RTP Scaling Architecture to Handle 30,000+ Concurrent Media Streams

Q: What's the difference between jitter and packet loss? Which matters more for RTP?

Both matter, but they hurt differently. Packet loss makes audio droppy and choppy. Jitter (variation in packet arrival time) creates buffering delays and distortion. At high concurrency, jitter problems emerge first (caused by context switching and hypervisor overhead). This is why SR-IOV and ENA matter: they reduce jitter by letting VMs talk directly to the NIC.

Q: How to know if the RTPEngine cluster is about to hit capacity?

Watch three signals: CPU utilization approaching saturation, packet loss appearing in your metrics, and jitter spiking. If you see these signs, you're near capacity. Set up alerting at the warning threshold and gracefully drain or add nodes before you hit a wall.

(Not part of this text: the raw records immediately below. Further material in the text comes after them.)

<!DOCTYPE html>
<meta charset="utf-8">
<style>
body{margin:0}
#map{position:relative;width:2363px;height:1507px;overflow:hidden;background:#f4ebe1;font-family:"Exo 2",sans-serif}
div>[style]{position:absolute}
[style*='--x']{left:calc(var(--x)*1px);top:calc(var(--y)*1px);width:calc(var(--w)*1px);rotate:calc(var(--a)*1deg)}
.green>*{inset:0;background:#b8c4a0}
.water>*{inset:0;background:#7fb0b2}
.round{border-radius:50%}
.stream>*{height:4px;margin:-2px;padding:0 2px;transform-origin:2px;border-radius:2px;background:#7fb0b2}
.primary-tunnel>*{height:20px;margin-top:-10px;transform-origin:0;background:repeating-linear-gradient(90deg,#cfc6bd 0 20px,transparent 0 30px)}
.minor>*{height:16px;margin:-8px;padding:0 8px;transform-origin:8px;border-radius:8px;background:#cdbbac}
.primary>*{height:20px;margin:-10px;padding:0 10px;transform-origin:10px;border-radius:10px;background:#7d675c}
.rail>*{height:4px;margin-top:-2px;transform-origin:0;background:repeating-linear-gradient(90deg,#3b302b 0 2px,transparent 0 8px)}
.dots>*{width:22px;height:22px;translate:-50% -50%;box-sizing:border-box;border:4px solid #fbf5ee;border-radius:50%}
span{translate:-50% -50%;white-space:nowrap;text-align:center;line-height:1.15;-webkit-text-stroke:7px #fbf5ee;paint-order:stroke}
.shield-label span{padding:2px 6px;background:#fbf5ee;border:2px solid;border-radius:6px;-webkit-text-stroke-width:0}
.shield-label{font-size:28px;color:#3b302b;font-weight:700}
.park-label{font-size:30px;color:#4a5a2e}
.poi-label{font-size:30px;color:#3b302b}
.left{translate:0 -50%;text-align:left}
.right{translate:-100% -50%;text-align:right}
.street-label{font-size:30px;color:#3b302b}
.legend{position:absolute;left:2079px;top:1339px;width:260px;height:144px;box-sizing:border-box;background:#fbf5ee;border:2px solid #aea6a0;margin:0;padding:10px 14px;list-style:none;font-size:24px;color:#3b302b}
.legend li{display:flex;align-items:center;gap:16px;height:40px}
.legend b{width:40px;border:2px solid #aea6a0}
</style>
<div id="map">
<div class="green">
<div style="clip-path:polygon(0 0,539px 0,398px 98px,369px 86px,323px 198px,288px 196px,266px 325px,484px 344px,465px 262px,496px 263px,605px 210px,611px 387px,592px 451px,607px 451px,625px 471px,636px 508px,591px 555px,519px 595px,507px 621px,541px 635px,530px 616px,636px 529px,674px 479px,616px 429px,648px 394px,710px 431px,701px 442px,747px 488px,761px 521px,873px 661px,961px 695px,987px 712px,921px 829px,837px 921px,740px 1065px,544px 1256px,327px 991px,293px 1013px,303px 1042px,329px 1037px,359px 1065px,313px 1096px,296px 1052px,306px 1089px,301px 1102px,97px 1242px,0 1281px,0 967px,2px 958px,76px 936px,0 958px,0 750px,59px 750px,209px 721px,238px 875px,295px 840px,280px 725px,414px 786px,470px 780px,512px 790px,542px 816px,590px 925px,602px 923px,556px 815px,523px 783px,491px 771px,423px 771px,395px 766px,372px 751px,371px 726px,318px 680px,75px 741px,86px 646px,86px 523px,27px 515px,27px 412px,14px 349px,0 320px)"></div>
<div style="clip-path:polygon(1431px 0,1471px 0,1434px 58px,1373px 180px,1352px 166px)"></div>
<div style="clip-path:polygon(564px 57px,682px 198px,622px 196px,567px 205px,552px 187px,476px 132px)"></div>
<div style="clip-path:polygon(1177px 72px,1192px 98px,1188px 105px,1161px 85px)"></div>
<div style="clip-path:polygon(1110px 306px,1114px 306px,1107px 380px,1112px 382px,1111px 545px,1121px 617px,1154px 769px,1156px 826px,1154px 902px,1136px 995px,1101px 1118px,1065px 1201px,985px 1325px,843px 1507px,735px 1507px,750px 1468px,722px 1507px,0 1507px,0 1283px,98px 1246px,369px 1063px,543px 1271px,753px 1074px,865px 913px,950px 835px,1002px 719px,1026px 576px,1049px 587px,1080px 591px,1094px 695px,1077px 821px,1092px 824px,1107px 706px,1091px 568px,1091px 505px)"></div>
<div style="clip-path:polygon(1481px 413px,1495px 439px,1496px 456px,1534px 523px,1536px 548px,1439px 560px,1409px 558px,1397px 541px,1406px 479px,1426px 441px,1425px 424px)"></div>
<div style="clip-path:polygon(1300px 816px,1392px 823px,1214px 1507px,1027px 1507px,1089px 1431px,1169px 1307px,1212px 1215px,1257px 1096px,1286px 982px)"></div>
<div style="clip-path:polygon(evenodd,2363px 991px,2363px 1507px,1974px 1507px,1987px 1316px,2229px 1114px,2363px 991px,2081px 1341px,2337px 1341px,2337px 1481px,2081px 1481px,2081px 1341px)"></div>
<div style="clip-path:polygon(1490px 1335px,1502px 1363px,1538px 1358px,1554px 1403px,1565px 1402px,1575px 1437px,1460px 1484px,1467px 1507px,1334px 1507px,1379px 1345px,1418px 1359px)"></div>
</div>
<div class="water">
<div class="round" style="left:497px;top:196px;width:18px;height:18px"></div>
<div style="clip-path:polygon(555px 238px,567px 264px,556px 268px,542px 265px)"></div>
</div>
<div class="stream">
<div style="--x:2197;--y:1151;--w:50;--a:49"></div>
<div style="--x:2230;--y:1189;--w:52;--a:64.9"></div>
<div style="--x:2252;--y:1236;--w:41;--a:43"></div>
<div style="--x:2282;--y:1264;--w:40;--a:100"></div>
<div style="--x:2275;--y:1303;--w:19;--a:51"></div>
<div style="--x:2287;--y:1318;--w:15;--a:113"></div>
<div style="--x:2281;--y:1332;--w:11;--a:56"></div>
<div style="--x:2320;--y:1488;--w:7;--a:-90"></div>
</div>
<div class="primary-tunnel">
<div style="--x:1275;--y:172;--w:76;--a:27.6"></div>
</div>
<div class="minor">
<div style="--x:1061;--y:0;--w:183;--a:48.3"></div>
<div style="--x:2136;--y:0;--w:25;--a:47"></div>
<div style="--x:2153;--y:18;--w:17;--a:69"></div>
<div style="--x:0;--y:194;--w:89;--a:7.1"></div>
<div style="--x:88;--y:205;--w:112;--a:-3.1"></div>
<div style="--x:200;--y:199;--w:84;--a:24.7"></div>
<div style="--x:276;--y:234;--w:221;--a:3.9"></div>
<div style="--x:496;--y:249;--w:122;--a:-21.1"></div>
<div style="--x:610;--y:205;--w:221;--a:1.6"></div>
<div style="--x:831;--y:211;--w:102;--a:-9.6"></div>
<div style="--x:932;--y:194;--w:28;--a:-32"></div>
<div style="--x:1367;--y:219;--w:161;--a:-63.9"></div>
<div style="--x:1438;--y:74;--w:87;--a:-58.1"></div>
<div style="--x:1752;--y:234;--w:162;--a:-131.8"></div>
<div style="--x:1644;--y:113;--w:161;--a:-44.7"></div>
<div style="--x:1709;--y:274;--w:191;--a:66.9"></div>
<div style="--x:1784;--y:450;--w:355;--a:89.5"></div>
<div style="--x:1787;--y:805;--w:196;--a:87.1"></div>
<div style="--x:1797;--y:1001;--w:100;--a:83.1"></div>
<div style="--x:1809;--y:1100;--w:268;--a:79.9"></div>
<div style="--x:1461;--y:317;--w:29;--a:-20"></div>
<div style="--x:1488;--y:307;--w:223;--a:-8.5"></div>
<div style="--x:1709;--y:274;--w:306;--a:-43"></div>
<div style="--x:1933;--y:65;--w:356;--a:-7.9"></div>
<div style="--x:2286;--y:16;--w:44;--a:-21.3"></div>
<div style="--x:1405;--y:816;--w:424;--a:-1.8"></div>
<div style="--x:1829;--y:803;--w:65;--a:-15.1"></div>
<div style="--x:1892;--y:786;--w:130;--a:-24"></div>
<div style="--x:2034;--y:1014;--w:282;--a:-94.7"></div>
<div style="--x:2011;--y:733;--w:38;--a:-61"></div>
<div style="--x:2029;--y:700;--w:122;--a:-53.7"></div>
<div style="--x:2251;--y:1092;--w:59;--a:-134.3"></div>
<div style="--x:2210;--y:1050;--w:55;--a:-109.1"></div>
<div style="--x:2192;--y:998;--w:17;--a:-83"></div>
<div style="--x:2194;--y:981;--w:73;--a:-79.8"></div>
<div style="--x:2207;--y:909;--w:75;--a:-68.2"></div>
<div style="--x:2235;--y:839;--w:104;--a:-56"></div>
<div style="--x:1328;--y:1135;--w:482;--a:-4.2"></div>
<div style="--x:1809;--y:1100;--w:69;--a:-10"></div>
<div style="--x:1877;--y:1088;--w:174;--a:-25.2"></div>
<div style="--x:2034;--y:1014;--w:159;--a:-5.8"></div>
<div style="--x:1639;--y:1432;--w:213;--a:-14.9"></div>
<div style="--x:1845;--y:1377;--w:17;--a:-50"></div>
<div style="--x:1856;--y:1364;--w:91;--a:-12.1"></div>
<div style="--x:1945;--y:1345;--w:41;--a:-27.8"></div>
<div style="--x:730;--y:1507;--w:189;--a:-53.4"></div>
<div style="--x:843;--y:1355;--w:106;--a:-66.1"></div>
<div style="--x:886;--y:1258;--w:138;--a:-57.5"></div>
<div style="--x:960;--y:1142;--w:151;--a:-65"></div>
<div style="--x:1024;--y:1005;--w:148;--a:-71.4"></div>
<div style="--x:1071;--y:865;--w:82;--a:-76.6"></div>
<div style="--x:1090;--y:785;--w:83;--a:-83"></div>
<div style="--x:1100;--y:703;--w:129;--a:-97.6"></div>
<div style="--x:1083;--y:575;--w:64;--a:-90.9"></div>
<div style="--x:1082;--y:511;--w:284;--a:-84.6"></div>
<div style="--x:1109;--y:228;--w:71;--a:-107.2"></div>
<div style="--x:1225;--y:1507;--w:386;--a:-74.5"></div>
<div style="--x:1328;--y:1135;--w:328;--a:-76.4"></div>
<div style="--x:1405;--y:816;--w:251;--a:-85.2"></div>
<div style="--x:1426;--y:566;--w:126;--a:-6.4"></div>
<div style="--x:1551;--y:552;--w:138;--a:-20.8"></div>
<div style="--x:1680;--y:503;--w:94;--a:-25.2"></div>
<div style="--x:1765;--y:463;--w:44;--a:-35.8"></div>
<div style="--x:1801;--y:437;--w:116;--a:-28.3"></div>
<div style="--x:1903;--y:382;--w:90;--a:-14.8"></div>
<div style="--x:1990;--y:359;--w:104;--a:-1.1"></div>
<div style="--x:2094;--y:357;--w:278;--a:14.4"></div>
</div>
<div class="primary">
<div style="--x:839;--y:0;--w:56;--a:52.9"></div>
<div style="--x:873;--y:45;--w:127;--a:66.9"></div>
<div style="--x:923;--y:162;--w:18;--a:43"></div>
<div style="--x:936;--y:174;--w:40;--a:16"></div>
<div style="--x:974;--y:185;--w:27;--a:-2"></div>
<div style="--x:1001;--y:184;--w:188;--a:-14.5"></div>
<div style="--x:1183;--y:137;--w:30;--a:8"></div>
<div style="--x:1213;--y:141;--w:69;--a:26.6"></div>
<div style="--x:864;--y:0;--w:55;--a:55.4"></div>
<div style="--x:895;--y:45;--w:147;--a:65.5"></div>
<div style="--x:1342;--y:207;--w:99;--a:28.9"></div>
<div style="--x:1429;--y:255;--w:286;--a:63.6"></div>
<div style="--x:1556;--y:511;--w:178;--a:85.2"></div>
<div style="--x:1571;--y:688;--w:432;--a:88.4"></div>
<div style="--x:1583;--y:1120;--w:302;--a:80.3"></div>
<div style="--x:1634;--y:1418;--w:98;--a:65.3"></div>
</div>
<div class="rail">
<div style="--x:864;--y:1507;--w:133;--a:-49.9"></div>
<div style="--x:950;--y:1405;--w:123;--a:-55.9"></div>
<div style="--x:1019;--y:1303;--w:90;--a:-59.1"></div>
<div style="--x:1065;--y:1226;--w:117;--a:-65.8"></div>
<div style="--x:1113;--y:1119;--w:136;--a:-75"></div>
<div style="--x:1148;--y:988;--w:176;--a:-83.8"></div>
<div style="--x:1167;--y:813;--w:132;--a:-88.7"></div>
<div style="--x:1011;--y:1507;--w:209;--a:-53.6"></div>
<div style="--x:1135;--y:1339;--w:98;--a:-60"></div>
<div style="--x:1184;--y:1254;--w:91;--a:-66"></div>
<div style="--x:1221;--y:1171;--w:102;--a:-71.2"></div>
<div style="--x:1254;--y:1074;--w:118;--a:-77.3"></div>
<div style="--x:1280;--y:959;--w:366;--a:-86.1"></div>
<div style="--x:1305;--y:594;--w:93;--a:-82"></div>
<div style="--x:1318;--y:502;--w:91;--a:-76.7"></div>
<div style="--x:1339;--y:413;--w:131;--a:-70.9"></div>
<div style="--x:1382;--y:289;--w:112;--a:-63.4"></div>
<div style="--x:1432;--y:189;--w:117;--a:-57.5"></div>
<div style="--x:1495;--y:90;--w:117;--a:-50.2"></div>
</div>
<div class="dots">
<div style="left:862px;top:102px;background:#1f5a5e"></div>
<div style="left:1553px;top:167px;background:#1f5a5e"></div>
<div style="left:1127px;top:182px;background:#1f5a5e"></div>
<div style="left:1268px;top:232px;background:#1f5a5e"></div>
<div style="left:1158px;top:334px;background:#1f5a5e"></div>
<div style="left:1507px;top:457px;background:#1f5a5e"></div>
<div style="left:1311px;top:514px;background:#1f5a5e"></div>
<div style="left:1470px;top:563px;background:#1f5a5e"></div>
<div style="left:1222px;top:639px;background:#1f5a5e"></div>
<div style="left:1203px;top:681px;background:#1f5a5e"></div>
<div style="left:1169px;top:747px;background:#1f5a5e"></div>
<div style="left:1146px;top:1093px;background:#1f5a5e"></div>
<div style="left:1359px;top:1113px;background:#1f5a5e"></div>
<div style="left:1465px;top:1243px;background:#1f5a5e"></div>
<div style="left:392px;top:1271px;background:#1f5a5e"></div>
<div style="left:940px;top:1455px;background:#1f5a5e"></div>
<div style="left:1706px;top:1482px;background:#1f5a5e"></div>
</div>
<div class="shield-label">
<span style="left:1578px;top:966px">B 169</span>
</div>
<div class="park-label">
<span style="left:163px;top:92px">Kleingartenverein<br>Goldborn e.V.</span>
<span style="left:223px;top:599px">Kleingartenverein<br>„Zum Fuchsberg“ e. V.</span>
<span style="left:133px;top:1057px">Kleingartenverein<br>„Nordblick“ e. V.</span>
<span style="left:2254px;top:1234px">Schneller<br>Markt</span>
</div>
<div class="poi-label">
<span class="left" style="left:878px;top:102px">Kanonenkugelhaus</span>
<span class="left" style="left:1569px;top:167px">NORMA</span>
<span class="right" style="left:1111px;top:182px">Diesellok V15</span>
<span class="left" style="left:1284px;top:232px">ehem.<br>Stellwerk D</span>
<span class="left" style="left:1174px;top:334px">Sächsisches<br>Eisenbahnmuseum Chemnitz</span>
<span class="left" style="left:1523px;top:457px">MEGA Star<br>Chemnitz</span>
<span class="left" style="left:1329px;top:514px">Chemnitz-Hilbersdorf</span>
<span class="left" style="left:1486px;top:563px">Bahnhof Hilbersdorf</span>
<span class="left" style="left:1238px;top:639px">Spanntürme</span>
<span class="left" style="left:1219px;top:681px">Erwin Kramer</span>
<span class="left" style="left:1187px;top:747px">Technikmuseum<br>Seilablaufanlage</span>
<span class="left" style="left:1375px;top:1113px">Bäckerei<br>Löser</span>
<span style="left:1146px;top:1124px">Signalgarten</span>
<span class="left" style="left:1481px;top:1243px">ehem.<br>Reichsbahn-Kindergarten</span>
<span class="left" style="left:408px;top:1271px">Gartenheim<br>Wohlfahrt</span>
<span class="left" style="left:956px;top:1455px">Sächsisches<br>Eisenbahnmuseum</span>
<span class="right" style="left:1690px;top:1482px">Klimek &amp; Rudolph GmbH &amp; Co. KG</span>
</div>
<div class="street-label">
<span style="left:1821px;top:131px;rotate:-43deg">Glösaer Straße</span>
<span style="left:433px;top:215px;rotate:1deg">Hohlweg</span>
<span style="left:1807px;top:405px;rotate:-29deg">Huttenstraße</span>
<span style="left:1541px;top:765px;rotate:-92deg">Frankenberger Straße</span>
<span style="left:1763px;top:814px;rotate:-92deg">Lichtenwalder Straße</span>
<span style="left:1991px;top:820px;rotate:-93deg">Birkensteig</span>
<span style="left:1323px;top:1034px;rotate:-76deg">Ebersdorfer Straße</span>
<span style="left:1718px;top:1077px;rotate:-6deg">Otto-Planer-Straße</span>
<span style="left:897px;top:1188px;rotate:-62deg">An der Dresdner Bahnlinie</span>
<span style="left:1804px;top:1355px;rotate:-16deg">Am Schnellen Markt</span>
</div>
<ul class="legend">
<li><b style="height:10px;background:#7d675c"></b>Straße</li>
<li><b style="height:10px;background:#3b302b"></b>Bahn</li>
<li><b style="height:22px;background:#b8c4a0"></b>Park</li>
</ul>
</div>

Q: Should I use an RTP proxy, RTPEngine, or dedicated media servers for scaling?

Use RTPEngine as your primary media relay layer, and treat dedicated media servers like FreeSWITCH or Asterisk as feature engines, not routers. RTP proxy-style components that live entirely in user space are fine for small deployments but become inefficient at scale. A tiered architecture (SIP proxy at the edge, RTPEngine for media, and PBX only when logic is needed) is the most sustainable RTP scaling architecture pattern.

Q: Why does my system need a transcoding pool?

A small percentage of calls will always need transcoding due to legacy equipment or PSTN gateways. Rather than burden your main PBX, dedicate a few instances to transcoding. They'll mostly sit idle, which is fine since their job is to be there when you need them.

Q: Which codecs support maximum scalability at high concurrency?

Codecs with minimal CPU overhead and broad interoperability scale best for RTP. G.711 is ideal when bandwidth is affordable, while Opus is a strong choice where bandwidth is constrained but you can control endpoints and transcoding pools. Heavy, legacy codecs like G.729 or GSM reduce density and add complexity, so they should be isolated and never used as the default.

Updated on : 29th April 2026

9 minutes read

VoIP Software Development

RTP Scaling Architecture to Handle 30,000+ Concurrent Media Streams

QUICK SUMMARY

Most RTP systems fail long before they run out of bandwidth; they fail under packet velocity.

This blog dives into RTP scaling architecture, from kernel-bypass media relays and tiered designs to codec strategy and cloud instance selection.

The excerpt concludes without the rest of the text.